*** Block opens ***

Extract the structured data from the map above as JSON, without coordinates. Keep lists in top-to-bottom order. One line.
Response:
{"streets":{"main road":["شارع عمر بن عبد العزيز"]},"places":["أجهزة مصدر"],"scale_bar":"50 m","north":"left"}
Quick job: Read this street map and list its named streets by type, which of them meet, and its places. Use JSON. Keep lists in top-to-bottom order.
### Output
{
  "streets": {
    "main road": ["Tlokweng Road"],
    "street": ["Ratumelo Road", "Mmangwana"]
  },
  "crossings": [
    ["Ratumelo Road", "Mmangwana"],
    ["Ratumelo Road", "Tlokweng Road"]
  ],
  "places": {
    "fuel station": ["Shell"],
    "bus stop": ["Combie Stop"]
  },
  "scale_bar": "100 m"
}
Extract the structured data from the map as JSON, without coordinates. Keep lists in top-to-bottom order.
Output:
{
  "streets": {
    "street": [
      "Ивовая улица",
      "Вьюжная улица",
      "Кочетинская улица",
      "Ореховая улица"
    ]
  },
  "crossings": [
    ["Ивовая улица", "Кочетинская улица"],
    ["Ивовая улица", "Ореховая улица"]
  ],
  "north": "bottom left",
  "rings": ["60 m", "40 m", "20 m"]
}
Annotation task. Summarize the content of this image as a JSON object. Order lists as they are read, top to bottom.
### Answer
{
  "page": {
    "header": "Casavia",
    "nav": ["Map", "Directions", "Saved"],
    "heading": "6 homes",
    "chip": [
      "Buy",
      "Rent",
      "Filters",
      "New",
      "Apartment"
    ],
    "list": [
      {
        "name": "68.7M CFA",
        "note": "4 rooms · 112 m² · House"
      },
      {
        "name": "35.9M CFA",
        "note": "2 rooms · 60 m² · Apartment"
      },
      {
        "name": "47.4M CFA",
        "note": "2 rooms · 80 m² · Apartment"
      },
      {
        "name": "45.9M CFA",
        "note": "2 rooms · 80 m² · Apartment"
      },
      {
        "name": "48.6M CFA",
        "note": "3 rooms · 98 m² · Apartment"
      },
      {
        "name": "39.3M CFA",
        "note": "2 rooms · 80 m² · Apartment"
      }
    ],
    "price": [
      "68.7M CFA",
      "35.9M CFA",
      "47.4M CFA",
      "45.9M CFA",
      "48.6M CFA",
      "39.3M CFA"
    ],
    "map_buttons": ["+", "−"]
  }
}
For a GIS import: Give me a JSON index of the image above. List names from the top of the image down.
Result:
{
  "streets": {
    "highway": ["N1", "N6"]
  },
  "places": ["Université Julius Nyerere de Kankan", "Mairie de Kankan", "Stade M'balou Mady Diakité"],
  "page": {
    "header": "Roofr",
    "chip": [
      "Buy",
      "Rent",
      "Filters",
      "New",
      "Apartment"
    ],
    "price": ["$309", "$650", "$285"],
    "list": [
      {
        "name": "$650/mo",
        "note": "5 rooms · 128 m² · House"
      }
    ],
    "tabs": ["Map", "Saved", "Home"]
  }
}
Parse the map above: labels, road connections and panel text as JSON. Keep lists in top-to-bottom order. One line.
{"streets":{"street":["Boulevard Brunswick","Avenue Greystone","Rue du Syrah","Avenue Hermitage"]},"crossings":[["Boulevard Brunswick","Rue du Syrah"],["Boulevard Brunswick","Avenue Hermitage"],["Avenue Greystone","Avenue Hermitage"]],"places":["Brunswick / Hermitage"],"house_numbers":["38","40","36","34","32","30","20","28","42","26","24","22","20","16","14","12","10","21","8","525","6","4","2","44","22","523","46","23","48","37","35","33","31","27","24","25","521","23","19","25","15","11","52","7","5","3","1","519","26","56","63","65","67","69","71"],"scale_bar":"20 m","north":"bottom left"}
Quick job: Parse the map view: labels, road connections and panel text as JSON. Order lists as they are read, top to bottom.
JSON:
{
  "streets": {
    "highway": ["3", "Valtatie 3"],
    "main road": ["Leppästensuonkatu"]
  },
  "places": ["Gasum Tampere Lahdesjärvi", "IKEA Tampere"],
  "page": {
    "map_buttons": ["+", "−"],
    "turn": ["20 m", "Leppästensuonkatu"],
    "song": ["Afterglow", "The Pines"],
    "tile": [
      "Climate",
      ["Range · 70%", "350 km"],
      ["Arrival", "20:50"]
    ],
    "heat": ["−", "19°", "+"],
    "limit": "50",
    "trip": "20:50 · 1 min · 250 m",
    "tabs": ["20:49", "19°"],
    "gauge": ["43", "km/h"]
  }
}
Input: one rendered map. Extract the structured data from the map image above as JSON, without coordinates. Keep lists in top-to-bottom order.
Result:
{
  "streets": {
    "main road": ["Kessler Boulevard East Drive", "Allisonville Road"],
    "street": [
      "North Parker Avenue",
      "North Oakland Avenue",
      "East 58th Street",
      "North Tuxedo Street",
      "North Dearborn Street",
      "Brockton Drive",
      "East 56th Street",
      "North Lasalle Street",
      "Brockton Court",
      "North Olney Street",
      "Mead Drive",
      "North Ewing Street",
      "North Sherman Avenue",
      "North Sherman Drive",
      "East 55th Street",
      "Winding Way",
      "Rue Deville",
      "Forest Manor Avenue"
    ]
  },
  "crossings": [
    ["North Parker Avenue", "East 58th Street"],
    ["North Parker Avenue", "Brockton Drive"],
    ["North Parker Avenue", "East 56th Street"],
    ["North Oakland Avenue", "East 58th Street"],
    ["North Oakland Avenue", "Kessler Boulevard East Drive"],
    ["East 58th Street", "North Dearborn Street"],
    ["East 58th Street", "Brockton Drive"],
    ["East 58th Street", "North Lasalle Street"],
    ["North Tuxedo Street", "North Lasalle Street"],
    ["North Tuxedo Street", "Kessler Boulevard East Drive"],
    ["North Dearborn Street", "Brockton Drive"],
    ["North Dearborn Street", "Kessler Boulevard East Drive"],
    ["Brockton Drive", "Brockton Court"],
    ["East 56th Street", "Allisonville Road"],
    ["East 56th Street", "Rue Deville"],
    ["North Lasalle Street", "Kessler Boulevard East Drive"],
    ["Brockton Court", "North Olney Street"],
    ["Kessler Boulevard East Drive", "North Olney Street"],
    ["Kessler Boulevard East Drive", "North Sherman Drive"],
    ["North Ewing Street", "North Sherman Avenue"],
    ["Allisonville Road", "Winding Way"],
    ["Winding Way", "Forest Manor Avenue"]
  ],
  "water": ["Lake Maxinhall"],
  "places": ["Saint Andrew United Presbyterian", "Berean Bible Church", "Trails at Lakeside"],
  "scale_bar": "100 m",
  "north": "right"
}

*** Block closes ***

■ **REQUIRED ACTION**:
For this exercise, return every line from the data that holds the string "they".

■ **RESPONSE**:
Annotation task. Summarize the content of this image as a JSON object. Order lists as they are read, top to bottom.
Quick job: Parse the map view: labels, road connections and panel text as JSON. Order lists as they are read, top to bottom.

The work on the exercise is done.